WPP‘s revenue edged lower in the first quarter of 2024, as macroeconomic uncertainty and cautious client spending, as well as competitive pressure, weighed on advertising budgets globally.
Yet, the firm is leaning heavily into AI, data and integration to fuel long-term growth, securing new business wins and pressing ahead with its transformation strategy.
The advertising giant reported revenue less pass through costs of £2.48bn, down 2.7 per cent on a like for like basis, while total revenue slipped 0.7 per cent to £3.23bn.
Performance was in line with expectations flagged in February, and WPP reiterated its full year outlook for minus two per cent revenue growth and stable margins.
Chief executive Mark Read said momentum is building across the two recently merged agencies, Burson and VML, with new client wins like Heineken and Levi’s in the quarter
Meanwhile, the group’s acquisition of Infosum- a data collaboration platform – aims to deepen its AI-driven targeting capabilities within the firm’s investment arm.
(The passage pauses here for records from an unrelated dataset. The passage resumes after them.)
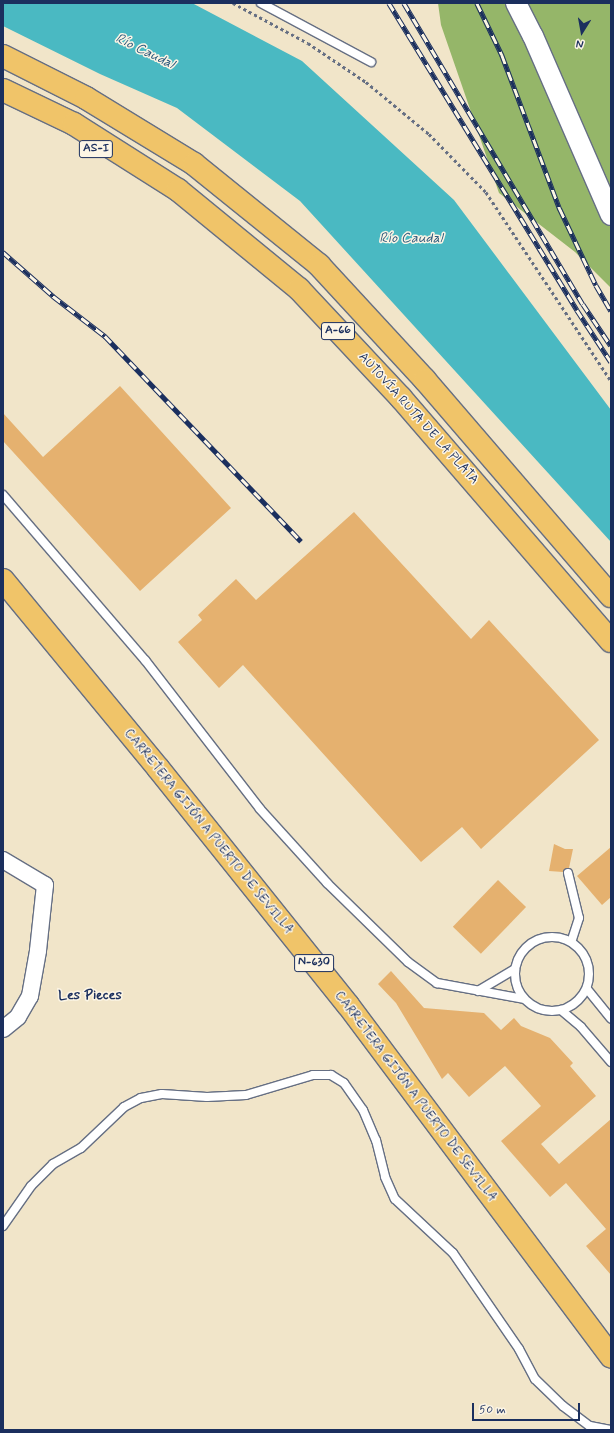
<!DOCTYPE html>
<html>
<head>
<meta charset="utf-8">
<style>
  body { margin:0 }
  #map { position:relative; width:614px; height:1433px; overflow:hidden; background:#f1e5c9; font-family:Mynerve,sans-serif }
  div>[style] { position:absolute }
  .forest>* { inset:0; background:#95b669 }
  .water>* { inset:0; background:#4ab9c2 }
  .building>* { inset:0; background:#e5b16f; transform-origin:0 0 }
  .path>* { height:2.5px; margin-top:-1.25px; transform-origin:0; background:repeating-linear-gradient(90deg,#666f83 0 3px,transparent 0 6px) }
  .roads { filter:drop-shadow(1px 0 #666f83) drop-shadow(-1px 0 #666f83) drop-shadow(0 1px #666f83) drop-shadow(0 -1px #666f83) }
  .service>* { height:8px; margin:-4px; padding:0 4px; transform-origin:4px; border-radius:4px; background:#fff }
  .service>.ring { margin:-4px; padding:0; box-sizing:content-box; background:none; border:8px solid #fff; border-radius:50% }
  .minor>* { height:16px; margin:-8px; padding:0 8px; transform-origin:8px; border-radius:8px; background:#fff }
  .tertiary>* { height:20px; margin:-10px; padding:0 10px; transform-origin:10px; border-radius:10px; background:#fff }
  .trunk>* { height:22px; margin:-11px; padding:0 11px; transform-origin:11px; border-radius:11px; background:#f0c469 }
  .motorway>* { height:22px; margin:-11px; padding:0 11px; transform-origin:11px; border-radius:11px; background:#f0c469 }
  .rail>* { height:4.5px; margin-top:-2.25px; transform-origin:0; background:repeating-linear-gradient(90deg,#fcf5e5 0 9px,#1b2f5e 0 18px); box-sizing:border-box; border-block:1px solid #1b2f5e }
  span { translate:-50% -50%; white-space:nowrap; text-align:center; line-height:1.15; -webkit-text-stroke:3px #fcf5e5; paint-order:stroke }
  .shield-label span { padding:1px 3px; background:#fcf5e5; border:1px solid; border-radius:3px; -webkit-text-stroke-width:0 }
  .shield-label { font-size:12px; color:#1b2f5e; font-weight:700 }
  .street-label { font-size:13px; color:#1b2f5e }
  .water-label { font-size:14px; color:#29587c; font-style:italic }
  .neighbourhood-label { font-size:14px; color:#1b2f5e; font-weight:700 }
  .frame { position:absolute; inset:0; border:4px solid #1b2f5e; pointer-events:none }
  .north { position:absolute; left:562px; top:12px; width:40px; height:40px; -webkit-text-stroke:3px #fcf5e5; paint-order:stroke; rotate:191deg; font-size:11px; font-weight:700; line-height:16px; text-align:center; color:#1b2f5e }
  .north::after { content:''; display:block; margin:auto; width:14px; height:18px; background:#1b2f5e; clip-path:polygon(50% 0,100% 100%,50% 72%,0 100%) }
  .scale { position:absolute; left:472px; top:1403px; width:108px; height:18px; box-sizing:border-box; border:2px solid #1b2f5e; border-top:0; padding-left:5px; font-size:12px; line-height:14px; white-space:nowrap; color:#1b2f5e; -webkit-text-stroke:3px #fcf5e5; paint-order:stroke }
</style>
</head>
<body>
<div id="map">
  <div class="forest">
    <div style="clip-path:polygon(438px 3px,611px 3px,611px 288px,575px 252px,499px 193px,441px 25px)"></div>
  </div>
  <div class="water">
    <div style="clip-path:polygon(3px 3px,192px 3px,302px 61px,454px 200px,611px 410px,611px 542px,300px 201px,177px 108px,100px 74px,3px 26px)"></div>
  </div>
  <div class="building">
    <div style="clip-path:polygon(120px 386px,231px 508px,140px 591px,3px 441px,3px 413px,43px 457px)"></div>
    <div style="clip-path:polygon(354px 512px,471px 639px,489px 620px,599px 740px,481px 849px,462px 827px,421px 862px,243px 665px,219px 688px,178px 642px,202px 620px,198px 615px,236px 579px,256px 600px)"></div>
    <div style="clip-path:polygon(554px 844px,565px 849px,573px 849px,569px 868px,565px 869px,563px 872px,549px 871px)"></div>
    <div style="clip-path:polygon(611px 847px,611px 897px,602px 905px,577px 876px)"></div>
    <div style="left:498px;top:880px;width:39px;height:65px;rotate:44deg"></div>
    <div style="clip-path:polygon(391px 971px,424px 1008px,484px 1013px,501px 1030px,514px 1018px,521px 1026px,550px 1038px,573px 1063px,570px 1066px,596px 1096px,541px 1144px,559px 1164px,611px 1119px,611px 1275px,586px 1246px,606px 1229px,566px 1183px,550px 1197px,501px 1141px,541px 1106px,505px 1066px,469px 1097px,448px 1073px,442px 1079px,396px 1003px,378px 984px)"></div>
  </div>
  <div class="path">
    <div style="left:233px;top:3px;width:85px;rotate:28.1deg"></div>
    <div style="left:308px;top:43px;width:70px;rotate:33.9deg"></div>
    <div style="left:366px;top:82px;width:82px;rotate:39.5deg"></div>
    <div style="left:429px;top:134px;width:81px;rotate:45.5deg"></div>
    <div style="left:486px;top:192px;width:227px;rotate:56.5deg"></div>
  </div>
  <div class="roads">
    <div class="service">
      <div style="left:261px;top:3px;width:125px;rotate:28.2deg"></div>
      <div style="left:3px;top:495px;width:218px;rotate:49.3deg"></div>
      <div style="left:145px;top:660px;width:188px;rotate:52.3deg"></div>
      <div style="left:260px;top:809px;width:100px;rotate:47.8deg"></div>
      <div style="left:327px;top:883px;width:113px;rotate:44.3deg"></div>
      <div style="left:408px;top:962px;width:36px;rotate:36deg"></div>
      <div style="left:437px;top:983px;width:88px;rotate:10.4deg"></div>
      <div style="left:568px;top:873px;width:46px;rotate:76.3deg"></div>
      <div style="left:579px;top:918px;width:25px;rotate:108deg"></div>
      <div class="ring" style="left:515px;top:937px;width:66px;height:66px"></div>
      <div style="left:587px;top:989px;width:38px;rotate:51deg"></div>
      <div style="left:478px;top:991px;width:43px;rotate:-30.7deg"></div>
      <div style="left:561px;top:1010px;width:26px;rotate:40deg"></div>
      <div style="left:581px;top:1027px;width:46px;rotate:49.4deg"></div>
      <div style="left:3px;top:1226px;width:49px;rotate:-55deg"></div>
      <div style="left:31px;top:1186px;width:31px;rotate:-45deg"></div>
      <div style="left:53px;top:1164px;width:32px;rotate:-30deg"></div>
      <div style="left:81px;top:1148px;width:59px;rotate:-43.6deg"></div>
      <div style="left:124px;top:1107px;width:19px;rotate:-28deg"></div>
      <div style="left:141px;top:1098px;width:21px;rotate:-11deg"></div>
      <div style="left:162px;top:1094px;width:45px;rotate:3.8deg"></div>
      <div style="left:207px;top:1097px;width:39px;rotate:-3deg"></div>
      <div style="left:246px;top:1095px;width:70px;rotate:-16.6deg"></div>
      <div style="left:313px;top:1075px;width:18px"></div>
      <div style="left:331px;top:1075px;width:15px;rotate:32deg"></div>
      <div style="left:344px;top:1083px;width:33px;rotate:55deg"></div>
      <div style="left:363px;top:1110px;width:33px;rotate:67deg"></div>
      <div style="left:376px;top:1140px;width:38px;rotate:76deg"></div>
      <div style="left:385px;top:1177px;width:24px;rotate:66deg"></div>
      <div style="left:395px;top:1199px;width:79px;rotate:43deg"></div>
      <div style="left:453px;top:1253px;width:116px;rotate:55.5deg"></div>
      <div style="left:519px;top:1349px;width:34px;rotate:62deg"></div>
      <div style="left:535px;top:1379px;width:39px;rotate:44deg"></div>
      <div style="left:563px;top:1406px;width:34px;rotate:37deg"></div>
      <div style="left:590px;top:1426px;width:21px;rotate:11deg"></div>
    </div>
    <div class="minor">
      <div style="left:3px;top:860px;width:49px;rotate:30.8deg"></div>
      <div style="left:45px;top:885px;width:66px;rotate:96.1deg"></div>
      <div style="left:38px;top:951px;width:46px;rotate:100.1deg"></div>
      <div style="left:30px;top:996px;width:24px;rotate:120deg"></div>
      <div style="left:18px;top:1017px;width:19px;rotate:141deg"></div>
    </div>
    <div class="tertiary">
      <div style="left:516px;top:3px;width:37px;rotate:63deg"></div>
      <div style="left:533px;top:36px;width:195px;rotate:66.5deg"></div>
    </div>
    <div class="trunk">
      <div style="left:3px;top:580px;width:244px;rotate:50.5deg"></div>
      <div style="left:158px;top:768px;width:304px;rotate:51.3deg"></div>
      <div style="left:348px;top:1005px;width:439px;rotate:53.2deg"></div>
    </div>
    <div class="motorway">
      <div style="left:3px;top:56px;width:93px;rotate:26.8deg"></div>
      <div style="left:86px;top:98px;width:127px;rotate:31.4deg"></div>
      <div style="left:194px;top:164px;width:161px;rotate:38.9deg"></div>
      <div style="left:319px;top:265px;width:156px;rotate:47.3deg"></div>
      <div style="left:425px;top:380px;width:285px;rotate:49.3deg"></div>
      <div style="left:3px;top:90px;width:79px;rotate:25.6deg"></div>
      <div style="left:74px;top:124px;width:123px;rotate:32.4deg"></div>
      <div style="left:178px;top:190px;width:156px;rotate:39.3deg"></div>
      <div style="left:299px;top:289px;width:149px;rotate:46.9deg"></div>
      <div style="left:401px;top:398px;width:321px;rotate:49.2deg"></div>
    </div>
  </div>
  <div class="rail">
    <div style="left:389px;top:3px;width:360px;rotate:58.5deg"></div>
    <div style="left:577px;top:310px;width:62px;rotate:56.8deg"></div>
    <div style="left:404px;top:3px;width:350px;rotate:59.3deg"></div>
    <div style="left:583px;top:304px;width:50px;rotate:56.3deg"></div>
    <div style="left:477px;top:3px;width:58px;rotate:64.3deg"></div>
    <div style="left:502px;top:55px;width:165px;rotate:69.4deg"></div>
    <div style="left:560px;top:209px;width:84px;rotate:64.7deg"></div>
    <div style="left:596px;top:285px;width:30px;rotate:60deg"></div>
    <div style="left:3px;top:252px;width:67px;rotate:41.3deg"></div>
    <div style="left:53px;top:296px;width:66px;rotate:37.6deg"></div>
    <div style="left:105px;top:336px;width:284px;rotate:46.3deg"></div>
  </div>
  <div class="shield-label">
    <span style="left:96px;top:149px">AS-I</span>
    <span style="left:338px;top:331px">A-66</span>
    <span style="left:314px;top:963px">N-630</span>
  </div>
  <div class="street-label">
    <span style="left:418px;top:419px;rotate:48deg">AUTOVÍA RUTA DE LA PLATA</span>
    <span style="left:208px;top:832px;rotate:51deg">CARRETERA GIJÓN A PUERTO DE SEVILLA</span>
    <span style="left:415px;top:1097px;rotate:53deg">CARRETERA GIJÓN A PUERTO DE SEVILLA</span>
  </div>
  <div class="water-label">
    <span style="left:145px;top:51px;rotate:26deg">Río Caudal</span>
    <span style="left:411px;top:238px">Río Caudal</span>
  </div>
  <div class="neighbourhood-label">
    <span style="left:90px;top:995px">Les Pieces</span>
  </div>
  <div class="frame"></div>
  <div class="north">N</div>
  <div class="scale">50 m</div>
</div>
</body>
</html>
These results come as rivals like Publicis and Omnicom have also warned of a soft start to the year, though both have seen regional strength in America, as well as continued client demand for data-led services.
Amid global tariff tensions, agency holding groups are facing pressures not only on ad budgets but in navigating new regulatory environments on data and digital identity.
Though WPP wasn’t directly affected by recent tariff headwinds, the firm flagged that rising trade barriers could have an effect on clients’ strategies and marketing spend in the long term.
“We remain agile and vigilant”, Read said, “and will continue to be disciplined on how we are managing our cost base.”